Cite as: December 2013 87 (12) LIJ, p.54

With harsh penalties and greater enforcement, businesses around the world are grappling with the challenges of effectively dealing with bribery and corruption. By Mini Vandepol 

By Mini Vandepol

Bribery and corruption are global concerns that undermine efforts to end poverty and have significant negative implications on trade and economic growth. As a result, most jurisdictions around the world have enacted legislation to criminalise such conduct by becoming signatories to the 1997 OECD Anti-Bribery Convention (the Convention).1

There are jurisdictional variations in the scope and specificity of the legislation introduced to give effect to the Convention, including:

  • whether the prohibition of bribes is limited to bribes paid to public officials (public sector bribery), or whether bribery in transactions with other corporates (private sector bribery) is also prohibited2;
  • whether the bribe payer and the recipient are both deemed to have committed an offence;
  • whether “facilitation” payments are permitted3; and
  • in what circumstances a company can be held liable for the corrupt acts of its employees or agents.

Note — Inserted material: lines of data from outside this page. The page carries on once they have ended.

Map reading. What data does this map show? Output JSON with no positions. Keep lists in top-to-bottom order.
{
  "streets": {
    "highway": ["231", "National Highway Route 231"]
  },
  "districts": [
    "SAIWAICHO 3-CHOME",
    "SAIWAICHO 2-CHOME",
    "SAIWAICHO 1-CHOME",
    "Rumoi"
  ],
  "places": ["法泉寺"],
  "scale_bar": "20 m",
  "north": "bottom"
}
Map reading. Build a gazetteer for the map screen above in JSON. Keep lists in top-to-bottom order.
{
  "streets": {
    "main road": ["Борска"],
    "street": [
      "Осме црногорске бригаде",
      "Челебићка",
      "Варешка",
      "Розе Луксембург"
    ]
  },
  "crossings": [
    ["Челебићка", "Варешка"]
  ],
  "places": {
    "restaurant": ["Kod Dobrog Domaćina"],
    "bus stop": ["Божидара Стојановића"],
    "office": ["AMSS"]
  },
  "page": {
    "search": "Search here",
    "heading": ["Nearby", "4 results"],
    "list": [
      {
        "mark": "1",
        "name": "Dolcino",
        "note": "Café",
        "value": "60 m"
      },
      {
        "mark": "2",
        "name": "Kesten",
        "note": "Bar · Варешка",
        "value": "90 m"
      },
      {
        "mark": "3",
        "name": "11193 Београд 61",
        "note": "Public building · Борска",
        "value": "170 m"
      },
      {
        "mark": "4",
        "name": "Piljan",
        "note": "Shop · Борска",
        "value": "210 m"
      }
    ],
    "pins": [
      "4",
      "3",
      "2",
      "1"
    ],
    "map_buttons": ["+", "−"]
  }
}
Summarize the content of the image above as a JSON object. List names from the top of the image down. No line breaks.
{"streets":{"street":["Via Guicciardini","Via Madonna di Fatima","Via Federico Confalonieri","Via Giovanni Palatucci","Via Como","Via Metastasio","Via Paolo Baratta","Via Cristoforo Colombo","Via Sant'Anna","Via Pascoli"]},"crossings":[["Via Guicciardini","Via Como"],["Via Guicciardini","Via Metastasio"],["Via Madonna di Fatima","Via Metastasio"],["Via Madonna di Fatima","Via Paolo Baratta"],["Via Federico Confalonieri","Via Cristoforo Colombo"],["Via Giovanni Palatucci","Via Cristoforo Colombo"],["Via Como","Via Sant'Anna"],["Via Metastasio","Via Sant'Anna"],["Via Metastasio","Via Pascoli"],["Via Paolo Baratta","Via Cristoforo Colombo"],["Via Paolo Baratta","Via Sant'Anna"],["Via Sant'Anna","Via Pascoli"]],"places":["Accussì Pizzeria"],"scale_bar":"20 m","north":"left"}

Putting aside these nuances, the common theme of the various global laws is to impose a criminal prohibition on the bribery of foreign public officials, together with significant criminal and civil penalties (both pecuniary and imprisonment) for contraventions of that prohibition.

The Australian Criminal Code Act 1995 (Cth) (Criminal Code)4 the US Foreign Corrupt Practices Act 1977 (FCPA)5 and the UK Bribery Act 2010 (Bribery Act)6 each contain such a prohibition. These laws apply to the conduct of their own citizens and companies that occurs within the relevant country’s borders and elsewhere in the world with a sufficient jurisdictional nexus.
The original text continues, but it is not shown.